UK Made: CodeBug educational ‘thing’ gets Wi-Fi, a server, and much more

CodeBug Connect, is the IoT-capable next-generation of the original CodeBug educational board launched in 2015 – which won the Electronics Weekly Elektra Award that year for most innovative consumer product.

KickStarter CodeBug Connect

Retaining the original cartoon animal shape and small (~40 x 50mm) dimensions, the Connect version gains Wi-Fi and enough computing power to make it a wearable server and to host its own programming environment – the latter an on-board Python interpreter giving advanced users something beyond the original drag-and-drop-blocks programming environment, which is retained.

It also gets a full colour 5×5 LED grid, an accelerometer, three more processors (its a quad core hetrogeneous processor) and 4Mbyte of flash storage.

KickStarter CodeBug ConnectTo make it more suitable for games, the original buttons have been upgraded to mini joysticks, while the touch-sensitive, croc-clippable legs that serve as I/O pins remain, as does the 0.1inch header socket.

“The technology in our original CodeBug has been used by over a million people to take their first steps in coding and electronics and we now want to allow people to do more,” said CodeBug engineering director Dr Andrew Robinson. “With CodeBug Connect, we wanted to make this technology accessible so everyone can build their own IoT devices and no one is left behind.”

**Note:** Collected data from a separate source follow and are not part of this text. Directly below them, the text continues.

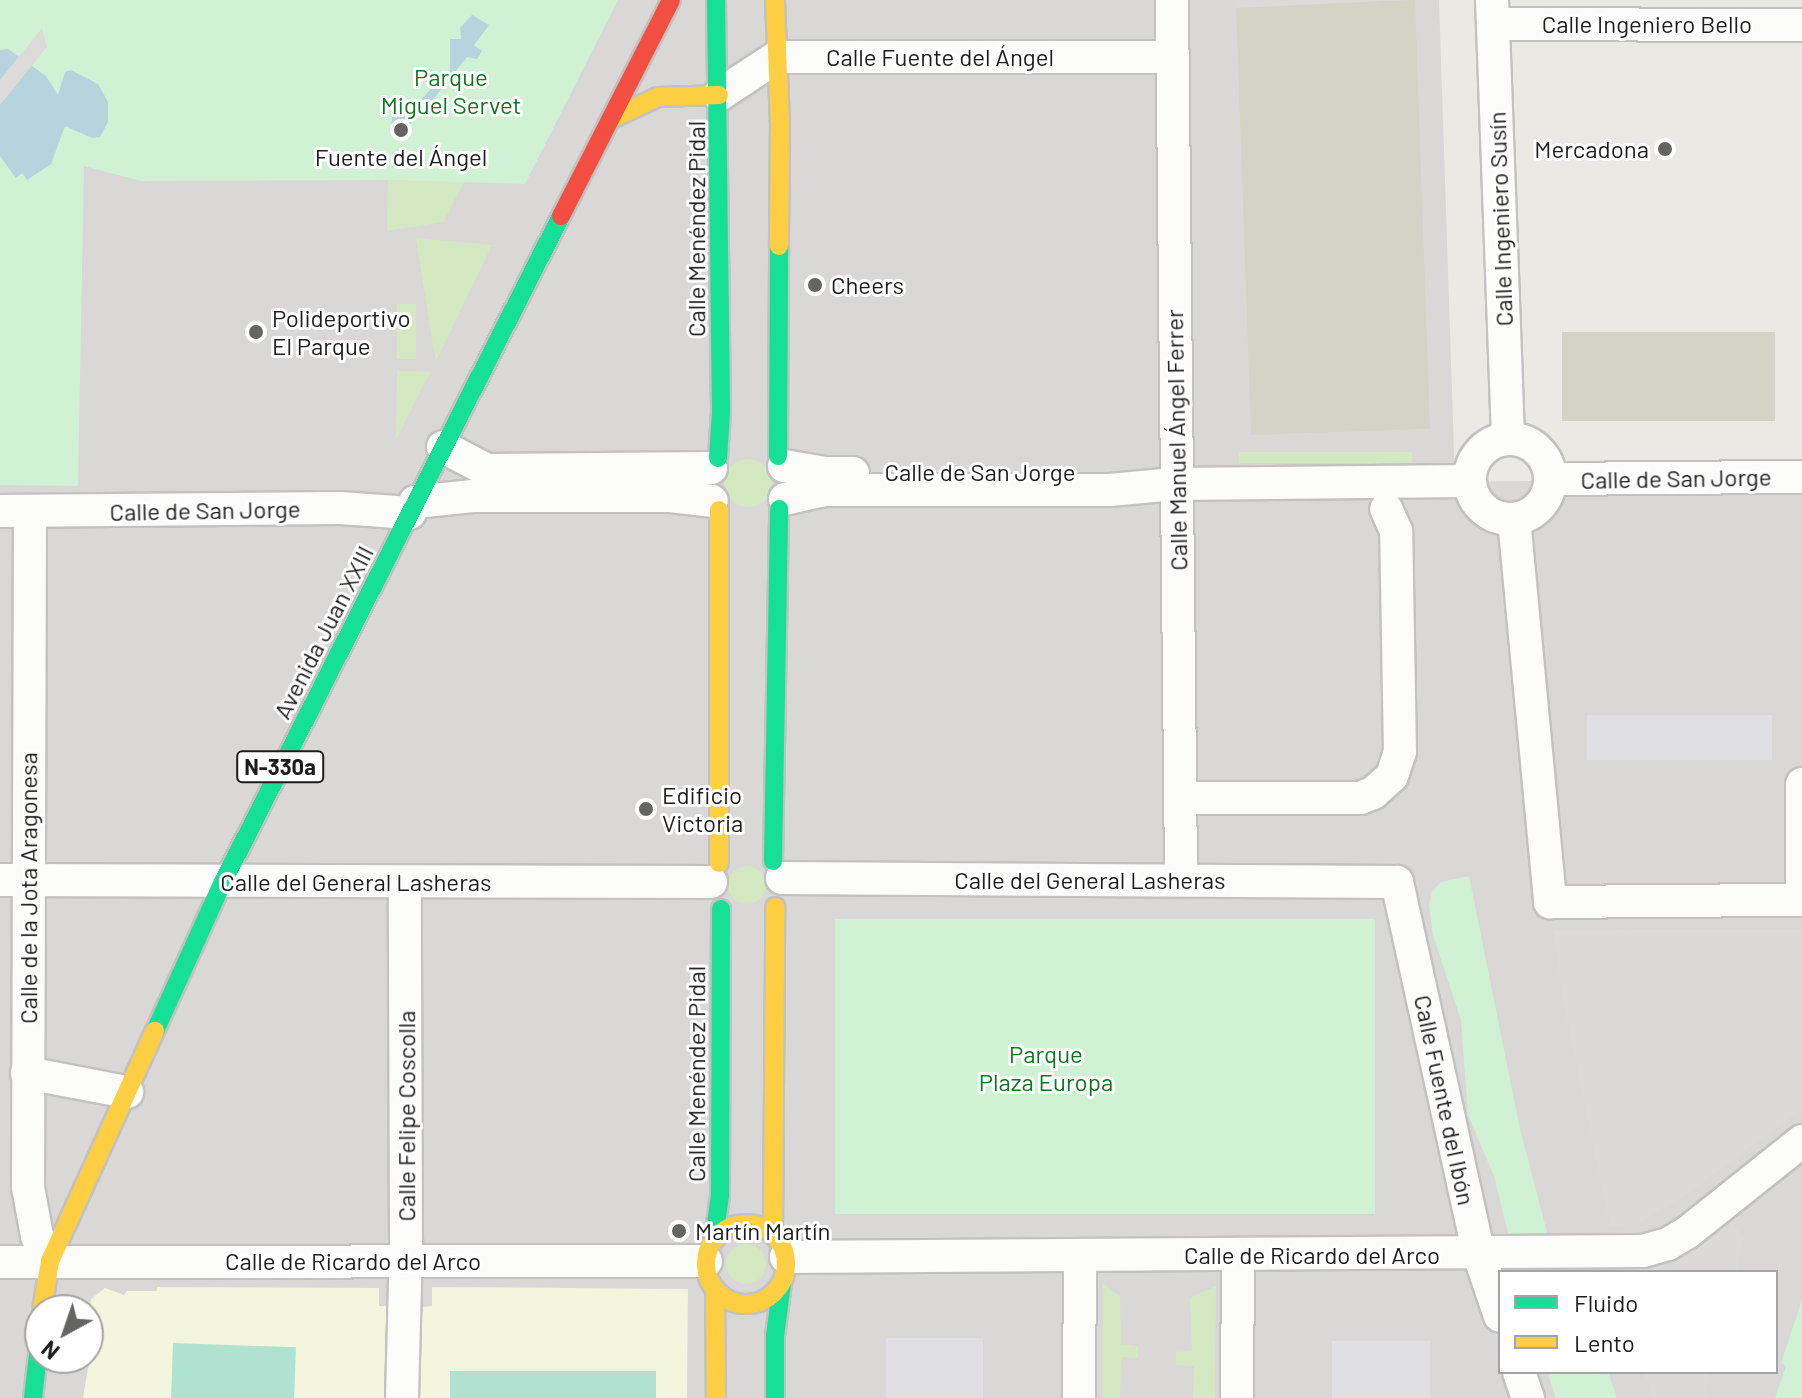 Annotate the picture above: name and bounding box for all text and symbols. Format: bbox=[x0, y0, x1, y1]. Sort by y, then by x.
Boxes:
street label: Calle Ingeniero Bello bbox=[1542, 10, 1752, 38]
street label: Calle Fuente del Ángel bbox=[826, 43, 1054, 71]
park label: Parque Miguel Servet bbox=[381, 63, 521, 119]
street label: Calle Ingeniero Susín bbox=[1482, 111, 1518, 327]
marker: Fuente del Ángel bbox=[392, 121, 410, 139]
street label: Calle Menéndez Pidal bbox=[682, 121, 710, 337]
place label: Mercadona bbox=[1534, 135, 1649, 163]
marker: Mercadona bbox=[1656, 140, 1674, 158]
place label: Fuente del Ángel bbox=[315, 143, 487, 171]
place label: Cheers bbox=[831, 271, 904, 299]
marker: Cheers bbox=[806, 276, 824, 294]
place label: Polideportivo El Parque bbox=[272, 304, 411, 360]
street label: Calle Manuel Ángel Ferrer bbox=[1159, 309, 1193, 571]
marker: Polideportivo El Parque bbox=[247, 323, 265, 341]
street label: Calle de San Jorge bbox=[885, 458, 1075, 486]
street label: Calle de San Jorge bbox=[1580, 462, 1772, 494]
street label: Calle de San Jorge bbox=[109, 494, 301, 526]
street label: Avenida Juan XXIII bbox=[267, 541, 379, 723]
road number: N-330a bbox=[236, 749, 324, 785]
street label: Calle de la Jota Aragonesa bbox=[14, 752, 42, 1024]
place label: Edificio Victoria bbox=[662, 781, 743, 837]
marker: Edificio Victoria bbox=[637, 800, 655, 818]
street label: Calle del General Lasheras bbox=[954, 866, 1226, 894]
street label: Calle del General Lasheras bbox=[220, 868, 492, 896]
street label: Calle Menéndez Pidal bbox=[682, 966, 710, 1182]
street label: Calle Fuente del Ibón bbox=[1409, 992, 1481, 1208]
street label: Calle Felipe Coscolla bbox=[392, 1010, 420, 1222]
park label: Parque Plaza Europa bbox=[979, 1040, 1113, 1096]
place label: Martín Martín bbox=[695, 1217, 830, 1245]
marker: Martín Martín bbox=[670, 1222, 688, 1240]
street label: Calle de Ricardo del Arco bbox=[1184, 1241, 1440, 1269]
street label: Calle de Ricardo del Arco bbox=[225, 1247, 481, 1275]
legend bbox=[1498, 1270, 1778, 1374]
text: Fluido bbox=[1574, 1288, 1638, 1317]
north arrow bbox=[24, 1294, 104, 1374]
text: Lento bbox=[1574, 1328, 1635, 1357]
text: N bbox=[36, 1336, 64, 1366]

Having far more processing power will allow CodeBug Connect to be used as an Internet radio, for speech recognition in a
wearable Alexa and for running machine learning or AI models for edge computing, said the company.

It can be reprogrammed in C or C++ and can use Arduino libraries and toolchain.

Sample applications include: an Internet connected quiz controller for fastest finger, a Twitter connected Christmas jumper, an Internet connected data logger for red squirrels and a skiing game interfaced with exercise equipment.

Further details so far are only available through a Kickstarter campaign.

“We’ve launched this morning on Kickstarter and are already nearly backed, which is nice as there’s been some hard engineering to shrink everything and make it easy for everyone to use,” Robinson told Electronics Weekly.

According to that campaign: “Even if you’re an established maker CodeBug Connect allows you to build projects faster. We’ve refactored Micropython to make it efficient and automatically sleep when required. For instance, our Pyiotos OS automatically handles switching to the best network, handling lost connections and reconnecting to WiFi so you can just focus on what you want to build.”

At a glance

  • 5 x 5 RGB LED array
  • 2x  5-way joysticks
  • Accelerometer
  • 6x sewable and croc-clip-able leg loops
    .   4x I/O including analogue and touch sense
    .   power plus ground
  • 6 pin GPIO header (configurable UART, I2C, SPI, I2S or analogue audio out)
  • Quad core heterogeneous processor
  • 4Mbyte flash
  • 2.4GHz WiFi 802.11 b/n/g – station and soft AP (simultaneous)
  • 0.8km wireless link to another CodeBug Connect (experimental)
  • UART terminal access over USB
  • Switching boost convertor for battery (JST PH connector)
  • Switching buck convertor from 5V USB
  • Custom event driven, MicroPython compatible, Pyiotos hybrid OS.
  • FAT file system on wear-levelled flash.
  • Built-in webserver.
  • OS re-flashable over USB, reprogrammable with C/C++ and optionally Arduino libraries
  • Self-hosted basic IDE for browsers with text editor and file browser with drag/drop transfer

CodeBug Connects will be made in Manchester. The company behind it is OpenLX SP Ltd.

Photos above are extracts from Kickstarter campaign.